### ACTION ITEM
Emit an exact copy of the lines running from the start of the records to the line containing "position:absolute; left:130px; top:193px;", both included.
*** Begin section ***
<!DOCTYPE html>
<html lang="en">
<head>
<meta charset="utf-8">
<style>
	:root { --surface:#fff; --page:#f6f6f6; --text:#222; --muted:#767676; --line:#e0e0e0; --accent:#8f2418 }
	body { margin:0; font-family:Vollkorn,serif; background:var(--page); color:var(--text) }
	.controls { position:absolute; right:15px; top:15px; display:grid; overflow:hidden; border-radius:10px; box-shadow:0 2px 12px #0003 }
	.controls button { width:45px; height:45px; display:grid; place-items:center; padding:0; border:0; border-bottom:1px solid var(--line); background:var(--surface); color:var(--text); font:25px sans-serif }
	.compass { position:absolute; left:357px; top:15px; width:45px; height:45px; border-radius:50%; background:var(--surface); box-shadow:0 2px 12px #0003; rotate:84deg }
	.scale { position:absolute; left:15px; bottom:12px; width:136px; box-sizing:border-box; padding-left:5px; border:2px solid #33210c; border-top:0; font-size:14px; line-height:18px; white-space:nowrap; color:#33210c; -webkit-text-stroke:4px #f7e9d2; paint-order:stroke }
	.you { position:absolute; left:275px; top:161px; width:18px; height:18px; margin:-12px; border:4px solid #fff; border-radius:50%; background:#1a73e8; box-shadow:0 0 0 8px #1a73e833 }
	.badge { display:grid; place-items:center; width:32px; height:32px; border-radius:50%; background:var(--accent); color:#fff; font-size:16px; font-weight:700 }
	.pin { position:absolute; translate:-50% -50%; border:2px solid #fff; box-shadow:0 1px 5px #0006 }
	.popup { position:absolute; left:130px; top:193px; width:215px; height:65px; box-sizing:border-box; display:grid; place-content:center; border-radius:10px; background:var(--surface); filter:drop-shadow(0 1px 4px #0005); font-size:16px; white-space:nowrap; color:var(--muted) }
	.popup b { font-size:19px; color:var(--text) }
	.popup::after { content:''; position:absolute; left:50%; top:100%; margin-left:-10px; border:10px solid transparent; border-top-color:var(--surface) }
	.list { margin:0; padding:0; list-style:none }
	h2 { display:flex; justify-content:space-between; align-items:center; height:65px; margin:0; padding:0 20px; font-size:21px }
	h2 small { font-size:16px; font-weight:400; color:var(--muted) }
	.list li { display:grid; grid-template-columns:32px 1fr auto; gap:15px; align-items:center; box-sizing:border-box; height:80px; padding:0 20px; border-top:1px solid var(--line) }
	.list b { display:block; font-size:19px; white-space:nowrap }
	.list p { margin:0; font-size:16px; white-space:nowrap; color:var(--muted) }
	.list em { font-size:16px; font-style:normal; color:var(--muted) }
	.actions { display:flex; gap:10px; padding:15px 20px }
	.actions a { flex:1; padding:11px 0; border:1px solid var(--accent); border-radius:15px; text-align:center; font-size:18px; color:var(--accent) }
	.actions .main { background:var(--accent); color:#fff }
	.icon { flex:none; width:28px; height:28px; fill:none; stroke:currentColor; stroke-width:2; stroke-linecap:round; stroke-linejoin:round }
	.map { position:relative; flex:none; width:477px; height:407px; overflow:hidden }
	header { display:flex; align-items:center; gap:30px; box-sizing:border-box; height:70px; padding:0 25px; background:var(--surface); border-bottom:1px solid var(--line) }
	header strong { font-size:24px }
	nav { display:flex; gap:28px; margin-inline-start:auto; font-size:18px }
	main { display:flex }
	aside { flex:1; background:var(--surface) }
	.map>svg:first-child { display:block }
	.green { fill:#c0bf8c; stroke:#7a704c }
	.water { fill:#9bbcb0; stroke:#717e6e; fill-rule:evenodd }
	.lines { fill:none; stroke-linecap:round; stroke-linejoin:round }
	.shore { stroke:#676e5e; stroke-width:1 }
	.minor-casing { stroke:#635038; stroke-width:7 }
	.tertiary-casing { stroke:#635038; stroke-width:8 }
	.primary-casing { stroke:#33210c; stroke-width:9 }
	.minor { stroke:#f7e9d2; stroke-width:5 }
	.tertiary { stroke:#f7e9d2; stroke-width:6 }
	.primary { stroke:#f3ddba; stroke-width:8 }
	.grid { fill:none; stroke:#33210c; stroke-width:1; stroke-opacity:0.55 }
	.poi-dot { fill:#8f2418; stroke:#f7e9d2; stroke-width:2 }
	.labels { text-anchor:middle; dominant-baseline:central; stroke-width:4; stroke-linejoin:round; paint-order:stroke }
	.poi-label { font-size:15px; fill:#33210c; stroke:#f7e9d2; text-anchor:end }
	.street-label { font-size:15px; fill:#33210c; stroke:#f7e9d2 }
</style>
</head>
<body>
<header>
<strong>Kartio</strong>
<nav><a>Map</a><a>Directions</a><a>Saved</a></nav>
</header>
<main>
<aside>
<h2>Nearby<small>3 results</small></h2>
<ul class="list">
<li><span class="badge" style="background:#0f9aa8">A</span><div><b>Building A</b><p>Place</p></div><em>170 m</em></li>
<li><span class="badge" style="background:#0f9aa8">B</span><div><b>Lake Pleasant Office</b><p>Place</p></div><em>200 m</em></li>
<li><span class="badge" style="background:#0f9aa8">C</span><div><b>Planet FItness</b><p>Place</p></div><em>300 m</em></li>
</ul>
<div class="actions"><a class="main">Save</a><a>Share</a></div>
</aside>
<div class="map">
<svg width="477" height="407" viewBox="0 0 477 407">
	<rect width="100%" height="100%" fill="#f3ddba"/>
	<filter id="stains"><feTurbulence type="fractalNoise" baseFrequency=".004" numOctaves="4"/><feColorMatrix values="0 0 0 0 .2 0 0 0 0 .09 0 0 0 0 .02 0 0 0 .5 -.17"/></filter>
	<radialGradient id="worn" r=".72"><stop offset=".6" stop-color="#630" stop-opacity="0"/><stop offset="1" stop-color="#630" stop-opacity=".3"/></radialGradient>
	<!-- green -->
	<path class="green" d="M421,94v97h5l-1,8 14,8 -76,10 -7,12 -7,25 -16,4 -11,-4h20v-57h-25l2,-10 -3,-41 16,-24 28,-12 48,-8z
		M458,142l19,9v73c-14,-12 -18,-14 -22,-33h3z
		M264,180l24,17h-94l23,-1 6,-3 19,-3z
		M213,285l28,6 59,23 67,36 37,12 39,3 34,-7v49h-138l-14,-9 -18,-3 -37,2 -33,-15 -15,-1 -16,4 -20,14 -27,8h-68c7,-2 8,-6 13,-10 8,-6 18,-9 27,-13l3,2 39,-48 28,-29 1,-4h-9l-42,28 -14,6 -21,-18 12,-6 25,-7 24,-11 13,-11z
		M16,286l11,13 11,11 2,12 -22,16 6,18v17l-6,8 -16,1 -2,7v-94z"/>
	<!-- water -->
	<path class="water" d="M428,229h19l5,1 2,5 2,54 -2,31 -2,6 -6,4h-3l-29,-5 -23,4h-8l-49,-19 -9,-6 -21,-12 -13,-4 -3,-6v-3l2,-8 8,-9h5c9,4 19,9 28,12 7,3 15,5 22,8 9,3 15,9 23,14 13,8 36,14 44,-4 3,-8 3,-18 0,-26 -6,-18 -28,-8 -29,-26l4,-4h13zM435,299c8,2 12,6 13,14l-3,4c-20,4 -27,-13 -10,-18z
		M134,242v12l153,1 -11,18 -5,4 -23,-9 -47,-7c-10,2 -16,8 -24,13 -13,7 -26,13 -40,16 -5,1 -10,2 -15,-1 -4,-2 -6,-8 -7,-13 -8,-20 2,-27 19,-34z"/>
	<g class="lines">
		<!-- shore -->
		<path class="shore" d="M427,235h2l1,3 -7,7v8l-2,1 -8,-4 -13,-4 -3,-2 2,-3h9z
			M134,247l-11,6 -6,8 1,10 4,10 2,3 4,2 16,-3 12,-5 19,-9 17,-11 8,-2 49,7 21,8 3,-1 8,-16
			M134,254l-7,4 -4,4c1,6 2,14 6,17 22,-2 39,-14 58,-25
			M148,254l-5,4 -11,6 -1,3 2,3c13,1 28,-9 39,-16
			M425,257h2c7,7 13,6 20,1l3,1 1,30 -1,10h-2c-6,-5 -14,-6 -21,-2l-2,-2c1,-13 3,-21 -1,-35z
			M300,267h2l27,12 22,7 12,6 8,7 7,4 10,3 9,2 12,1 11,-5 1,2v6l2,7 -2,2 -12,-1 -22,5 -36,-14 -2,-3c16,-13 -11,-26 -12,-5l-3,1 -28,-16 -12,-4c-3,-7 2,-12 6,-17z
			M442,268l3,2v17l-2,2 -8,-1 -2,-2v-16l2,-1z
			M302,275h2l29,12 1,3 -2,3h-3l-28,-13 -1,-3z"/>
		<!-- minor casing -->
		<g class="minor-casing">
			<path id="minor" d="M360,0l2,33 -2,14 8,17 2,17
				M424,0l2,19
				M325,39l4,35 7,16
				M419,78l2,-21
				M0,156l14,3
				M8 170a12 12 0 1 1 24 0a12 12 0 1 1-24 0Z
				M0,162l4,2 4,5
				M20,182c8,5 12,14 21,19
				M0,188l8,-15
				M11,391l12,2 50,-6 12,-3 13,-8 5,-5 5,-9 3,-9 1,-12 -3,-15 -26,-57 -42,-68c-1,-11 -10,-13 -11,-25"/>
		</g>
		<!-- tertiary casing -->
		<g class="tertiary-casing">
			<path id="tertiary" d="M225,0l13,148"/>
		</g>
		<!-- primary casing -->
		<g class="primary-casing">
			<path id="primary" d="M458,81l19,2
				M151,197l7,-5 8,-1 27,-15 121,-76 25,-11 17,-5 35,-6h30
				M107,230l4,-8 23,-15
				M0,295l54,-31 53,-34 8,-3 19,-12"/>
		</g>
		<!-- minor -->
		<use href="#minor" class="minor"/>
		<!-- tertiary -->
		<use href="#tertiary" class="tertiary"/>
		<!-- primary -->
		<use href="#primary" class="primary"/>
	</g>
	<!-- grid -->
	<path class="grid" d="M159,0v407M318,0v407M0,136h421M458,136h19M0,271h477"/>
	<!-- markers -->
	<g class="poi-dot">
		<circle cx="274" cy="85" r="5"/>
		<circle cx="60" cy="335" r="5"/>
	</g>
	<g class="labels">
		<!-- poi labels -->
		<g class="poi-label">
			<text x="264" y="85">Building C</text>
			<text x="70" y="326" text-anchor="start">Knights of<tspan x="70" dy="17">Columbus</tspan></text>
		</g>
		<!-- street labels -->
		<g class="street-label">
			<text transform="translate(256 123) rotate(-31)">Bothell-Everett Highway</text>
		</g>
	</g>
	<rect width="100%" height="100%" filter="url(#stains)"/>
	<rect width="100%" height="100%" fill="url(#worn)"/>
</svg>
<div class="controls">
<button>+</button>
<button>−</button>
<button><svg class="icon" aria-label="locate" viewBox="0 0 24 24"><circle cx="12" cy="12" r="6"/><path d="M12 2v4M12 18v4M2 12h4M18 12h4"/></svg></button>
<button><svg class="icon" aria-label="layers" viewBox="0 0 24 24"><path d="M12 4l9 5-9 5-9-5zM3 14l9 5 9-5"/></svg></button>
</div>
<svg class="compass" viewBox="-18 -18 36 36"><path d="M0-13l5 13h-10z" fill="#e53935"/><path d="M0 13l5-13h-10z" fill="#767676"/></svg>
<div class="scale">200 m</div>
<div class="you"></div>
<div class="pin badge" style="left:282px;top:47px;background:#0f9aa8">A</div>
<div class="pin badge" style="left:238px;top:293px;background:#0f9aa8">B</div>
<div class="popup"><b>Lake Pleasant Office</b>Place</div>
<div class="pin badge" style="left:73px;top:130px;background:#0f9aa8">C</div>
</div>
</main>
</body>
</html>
*** End section ***
### WRITTEN ANSWER
<!DOCTYPE html>
<html lang="en">
<head>
<meta charset="utf-8">
<style>
	:root { --surface:#fff; --page:#f6f6f6; --text:#222; --muted:#767676; --line:#e0e0e0; --accent:#8f2418 }
	body { margin:0; font-family:Vollkorn,serif; background:var(--page); color:var(--text) }
	.controls { position:absolute; right:15px; top:15px; display:grid; overflow:hidden; border-radius:10px; box-shadow:0 2px 12px #0003 }
	.controls button { width:45px; height:45px; display:grid; place-items:center; padding:0; border:0; border-bottom:1px solid var(--line); background:var(--surface); color:var(--text); font:25px sans-serif }
	.compass { position:absolute; left:357px; top:15px; width:45px; height:45px; border-radius:50%; background:var(--surface); box-shadow:0 2px 12px #0003; rotate:84deg }
	.scale { position:absolute; left:15px; bottom:12px; width:136px; box-sizing:border-box; padding-left:5px; border:2px solid #33210c; border-top:0; font-size:14px; line-height:18px; white-space:nowrap; color:#33210c; -webkit-text-stroke:4px #f7e9d2; paint-order:stroke }
	.you { position:absolute; left:275px; top:161px; width:18px; height:18px; margin:-12px; border:4px solid #fff; border-radius:50%; background:#1a73e8; box-shadow:0 0 0 8px #1a73e833 }
	.badge { display:grid; place-items:center; width:32px; height:32px; border-radius:50%; background:var(--accent); color:#fff; font-size:16px; font-weight:700 }
	.pin { position:absolute; translate:-50% -50%; border:2px solid #fff; box-shadow:0 1px 5px #0006 }
	.popup { position:absolute; left:130px; top:193px; width:215px; height:65px; box-sizing:border-box; display:grid; place-content:center; border-radius:10px; background:var(--surface); filter:drop-shadow(0 1px 4px #0005); font-size:16px; white-space:nowrap; color:var(--muted) }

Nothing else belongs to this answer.